Bug#925334: vc4: CMA fills up and screen not updated anymore on raspi3
* Fabian Pietsch (Wed, 03 Apr 2019 12:30:01 +0200):
> As suggested, I tested more compact cmdline.txt, though:
> | root=/dev/mmcblk0p2
> | console=tty0 root=/dev/mmcblk0p2
> | console=tty0 root=/dev/mmcblk0p2 cma=128M
> With the first two, cma defaulted to 64M and already the lightdm login
> screen stops updating after a few seconds to minutes. With the 3rd,
> the bug initially didn't happen so I used X a bit, then logged out and
> let the system fall idle; the bug then seems to have happened
> 9868 seconds after boot (according to dmesg --follow).
Another round (system mostly idle except for manually renaming enx[...]

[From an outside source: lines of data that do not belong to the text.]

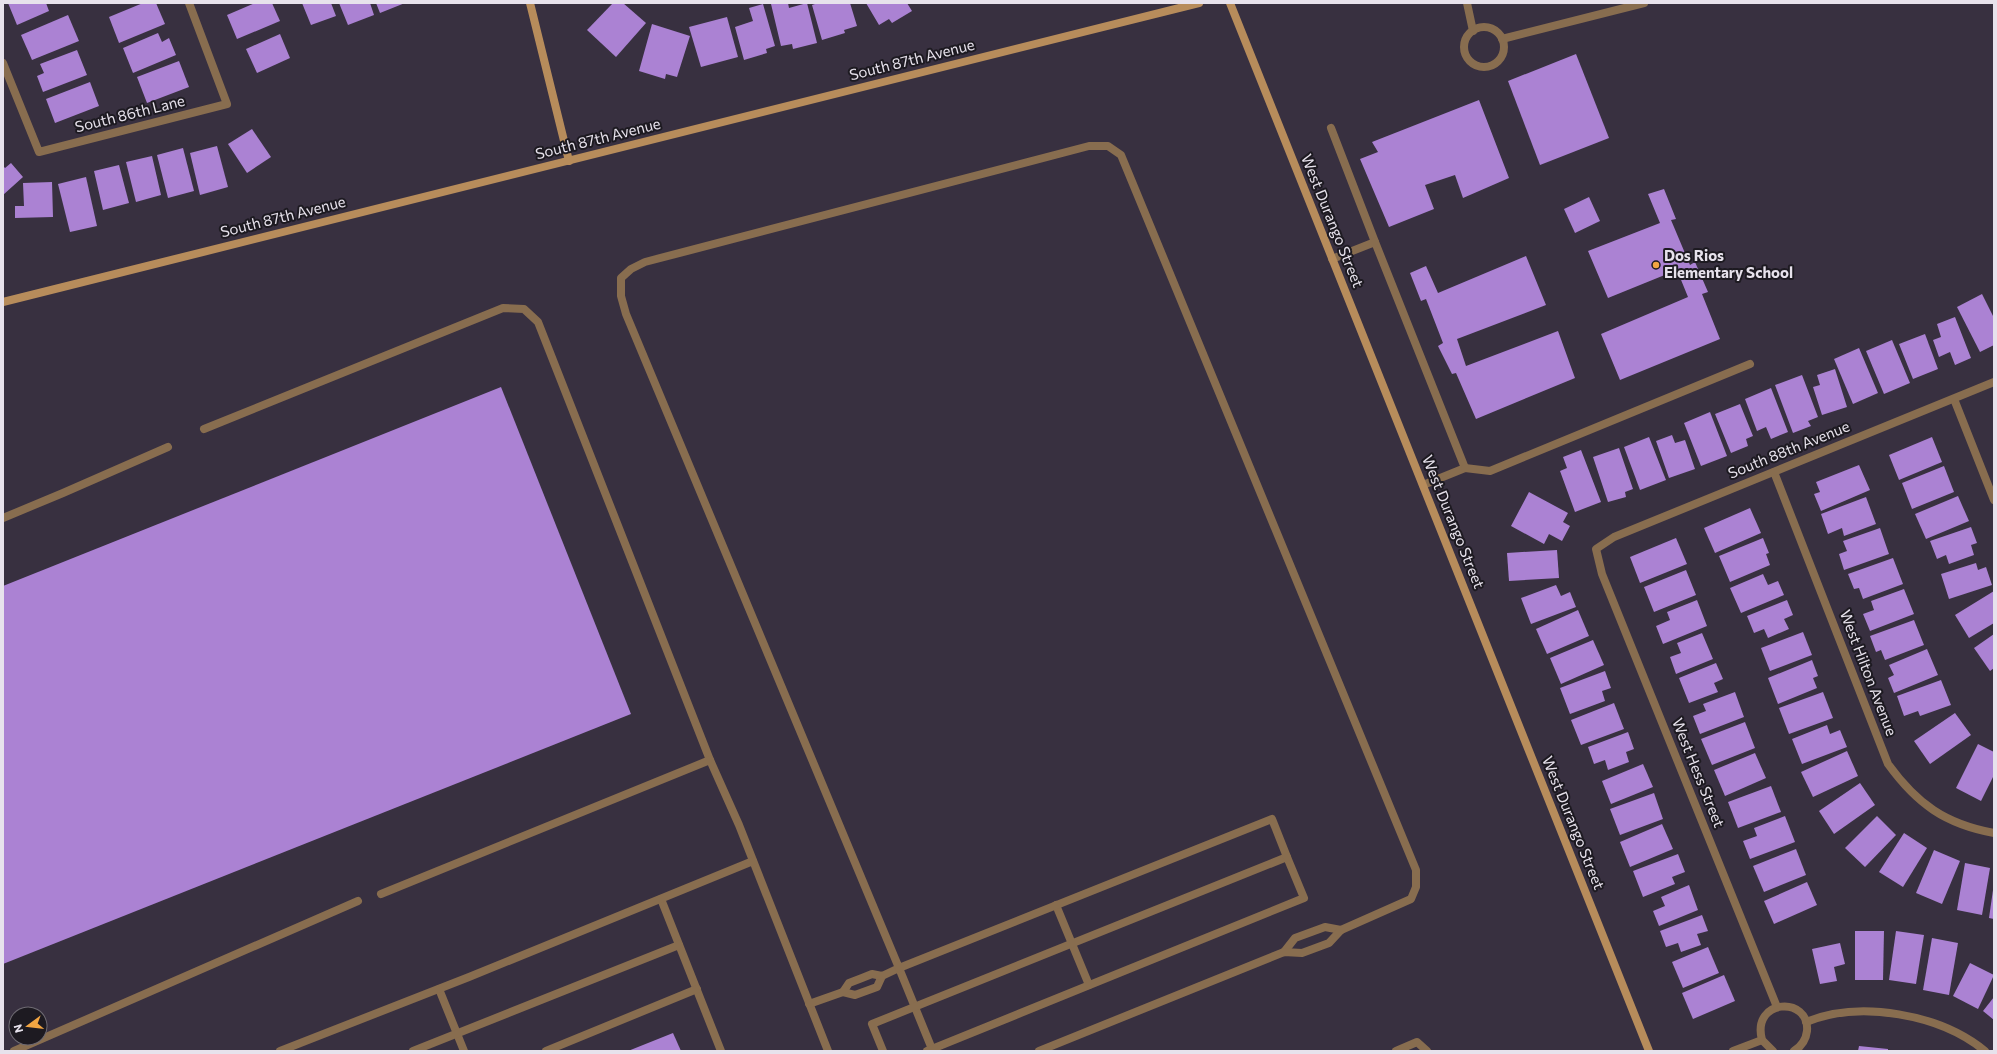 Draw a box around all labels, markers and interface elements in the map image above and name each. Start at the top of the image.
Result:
street label: South 87th Avenue [847,35,976,83]
street label: South 86th Lane [73,91,187,135]
street label: South 87th Avenue [533,114,662,162]
street label: West Durango Street [1298,151,1368,290]
street label: South 87th Avenue [218,192,347,240]
place label: Dos Rios Elementary School [1664,246,1793,281]
marker: Dos Rios Elementary School [1651,260,1661,270]
street label: South 88th Avenue [1725,416,1852,482]
street label: West Durango Street [1419,452,1489,591]
street label: West Hilton Avenue [1837,607,1901,738]
street label: West Hess Street [1669,715,1729,830]
street label: West Durango Street [1539,753,1609,892]
north arrow [8,1006,48,1046]
text: N [11,1023,25,1034]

to eth0 after boot and restarting wicd, which came with lxde meta-package
to manage the networking, to get a correct system time via NTP) ->
3960 seconds after boot (in dmesg). That seems to suggest to me that
the cmdline.txt built by raspi3-firmware was not the issue, here.

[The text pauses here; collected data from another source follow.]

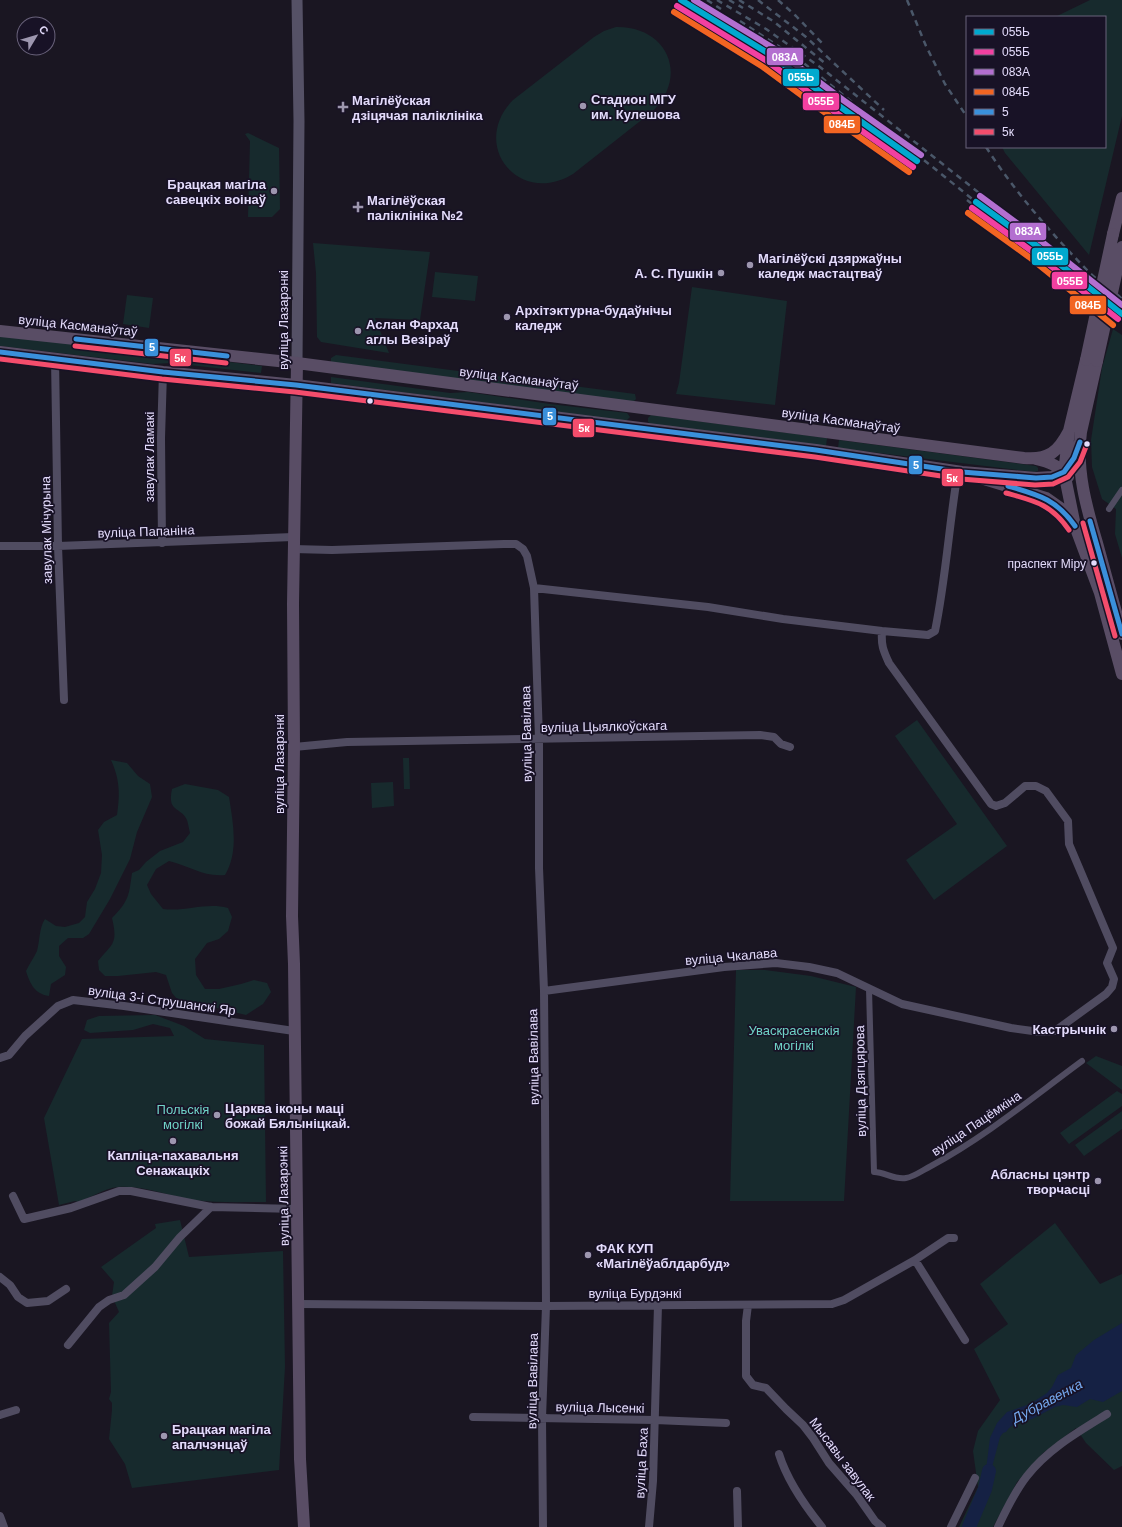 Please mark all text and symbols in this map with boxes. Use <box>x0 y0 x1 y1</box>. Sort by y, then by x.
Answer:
north arrow <box>16 16 56 56</box>
legend <box>966 16 1106 148</box>
text: С <box>37 23 51 37</box>
text: 055Ь <box>1002 25 1030 39</box>
text: 055Б <box>1002 45 1030 59</box>
line badge: 083А <box>766 47 804 66</box>
text: 083А <box>772 51 798 63</box>
text: 083А <box>1002 65 1030 79</box>
line badge: 055Ь <box>782 68 820 87</box>
text: 055Ь <box>788 71 814 83</box>
text: 084Б <box>1002 85 1030 99</box>
place label: Стадион МГУ им. Кулешова <box>591 92 681 122</box>
line badge: 055Б <box>802 92 840 111</box>
place label: Магілёўская дзіцячая паліклініка <box>352 93 483 123</box>
text: 055Б <box>808 95 834 107</box>
marker: Магілёўская дзіцячая паліклініка <box>337 101 349 113</box>
marker: Стадион МГУ им. Кулешова <box>578 101 588 111</box>
text: 5 <box>1002 105 1009 119</box>
line badge: 084Б <box>823 115 861 134</box>
text: 084Б <box>829 118 855 130</box>
text: 5к <box>1002 125 1015 139</box>
place label: Брацкая магіла савецкіх воінаў <box>166 177 267 207</box>
marker: Брацкая магіла савецкіх воінаў <box>269 186 279 196</box>
place label: Магілёўская паліклініка №2 <box>367 193 463 223</box>
marker: Магілёўская паліклініка №2 <box>352 201 364 213</box>
line badge: 083А <box>1009 222 1047 241</box>
text: 083А <box>1015 225 1041 237</box>
line badge: 055Ь <box>1031 247 1069 266</box>
text: 055Ь <box>1037 250 1063 262</box>
place label: Магілёўскі дзяржаўны каледж мастацтваў <box>758 251 902 281</box>
marker: Магілёўскі дзяржаўны каледж мастацтваў <box>745 260 755 270</box>
place label: А. С. Пушкін <box>634 266 713 281</box>
marker: А. С. Пушкін <box>716 268 726 278</box>
street label: вуліца Лазарэнкі <box>276 270 291 370</box>
line badge: 055Б <box>1051 271 1088 290</box>
text: 055Б <box>1057 275 1083 287</box>
line badge: 084Б <box>1069 295 1107 315</box>
text: 084Б <box>1075 299 1101 311</box>
place label: Архітэктурна-будаўнічы каледж <box>515 303 672 333</box>
street label: вуліца Касманаўтаў <box>18 312 139 339</box>
marker: Архітэктурна-будаўнічы каледж <box>502 312 512 322</box>
place label: Аслан Фархад аглы Везіраў <box>366 317 459 347</box>
marker: Аслан Фархад аглы Везіраў <box>353 326 363 336</box>
line badge: 5 <box>144 338 159 357</box>
text: 5 <box>149 341 155 353</box>
line badge: 5к <box>169 348 192 367</box>
text: 5к <box>174 352 186 364</box>
street label: вуліца Касманаўтаў <box>459 364 580 393</box>
unlabelled marker <box>365 396 375 406</box>
street label: вуліца Касманаўтаў <box>781 405 902 436</box>
line badge: 5 <box>542 407 557 426</box>
text: 5 <box>547 410 553 422</box>
street label: завулак Ламакі <box>142 412 157 502</box>
line badge: 5к <box>572 418 595 438</box>
text: 5к <box>578 422 590 434</box>
unlabelled marker <box>1082 439 1092 449</box>
line badge: 5 <box>908 455 923 475</box>
text: 5 <box>913 459 919 471</box>
line badge: 5к <box>941 468 964 487</box>
text: 5к <box>946 472 958 484</box>
street label: завулак Мічурына <box>38 475 55 584</box>
street label: вуліца Папаніна <box>97 522 195 541</box>
place label: праспект Міру <box>1008 557 1086 571</box>
marker: праспект Міру <box>1089 558 1099 568</box>
street label: вуліца Вавілава <box>518 685 535 782</box>
street label: вуліца Лазарэнкі <box>272 714 287 814</box>
street label: вуліца Цыялкоўскага <box>541 718 668 735</box>
street label: вуліца Чкалава <box>684 945 778 968</box>
street label: вуліца 3-і Струшанскі Яр <box>87 983 237 1018</box>
street label: вуліца Вавілава <box>525 1008 542 1105</box>
place label: Кастрычнік <box>1033 1022 1106 1037</box>
park label: Уваскрасенскія могілкі <box>748 1023 840 1053</box>
street label: вуліца Дзягцярова <box>852 1024 869 1137</box>
marker: Кастрычнік <box>1109 1024 1119 1034</box>
street label: вуліца Пацёмкіна <box>929 1087 1025 1159</box>
place label: Царква іконы маці божай Бялыніцкай. <box>225 1101 350 1131</box>
park label: Польскія могілкі <box>157 1102 209 1132</box>
marker: Царква іконы маці божай Бялыніцкай. <box>212 1110 222 1120</box>
marker: Капліца-пахавальня Сенажацкіх <box>168 1136 178 1146</box>
street label: вуліца Лазарэнкі <box>275 1146 292 1246</box>
place label: Капліца-пахавальня Сенажацкіх <box>107 1148 239 1178</box>
place label: Абласны цэнтр творчасці <box>990 1167 1090 1197</box>
marker: Абласны цэнтр творчасці <box>1093 1176 1103 1186</box>
place label: ФАК КУП «Магілёўаблдарбуд» <box>596 1241 730 1271</box>
marker: ФАК КУП «Магілёўаблдарбуд» <box>583 1250 593 1260</box>
street label: вуліца Бурдэнкі <box>588 1286 682 1301</box>
street label: вуліца Вавілава <box>524 1332 541 1429</box>
water label: Дубравенка <box>1007 1376 1085 1427</box>
street label: вуліца Лысенкі <box>555 1399 645 1416</box>
street label: Мысавы завулак <box>806 1415 879 1504</box>
place label: Брацкая магіла апалчэнцаў <box>172 1422 271 1452</box>
street label: вуліца Баха <box>632 1426 651 1499</box>
marker: Брацкая магіла апалчэнцаў <box>159 1431 169 1441</box>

Still don't know whether it's possible or sensible to disable the
"weird" initial cmdline passed by the firmware, though.
In any case, the tile binning error ...
| kernel: vc4_v3d 3fc00000.v3d: Failed to allocate memory for tile binning: -12. You may need to enable CMA or give it more memory.
... together with a preceding, e.g., ...
| kernel: [drm:vc4_bo_create [vc4]] *ERROR* Failed to allocate from CMA:
| kernel: [drm] V3D: 23468kb BOs (10)
| kernel: [drm] V3D shader: 144kb BOs (35)
| kernel: [drm] dumb: 8148kb BOs (4)
... is usually surrounded (in journal) by nothing but many:
| kernel: alloc_contig_range: [36400, 37500) PFNs busy
What I'm trying to say is that there seems to be no log-noticeable
concurrent activity going on. Watching the CMA use via /proc/meminfo
suggests that it's much more than half free, most of the time.
The tile binning error seems to be entirely random, at this point.
Looking at the source, vc4_allocate_bin_bo() seems to use a strategy
of successively allocating memory until it randomly finds a block that
fits certain requirements. Maybe randomly sometimes there is no such
block available, leading to it failing with -ENOMEM. It's not clear
to me, though, when and why the function is called, seemingly randomly
on an idle system. It reads to me as an initialization, not something
that is randomly repeated. (?)
Again, it would be nice if the resulting device error state could
somehow be reset / the function retried with more/different CMA free
at a later point during the same boot. Perhaps that's already possible
(maybe even in a general way?) but I don't know how.
(Trying to unbind the driver (vc4_v3d) via sysfs led to a kernel oops
(IIRC paging fault?), and an attempt to bind it again was rejected
without any noticeable action.)
Fabian "canvon" Pietsch - https://www.canvon.de/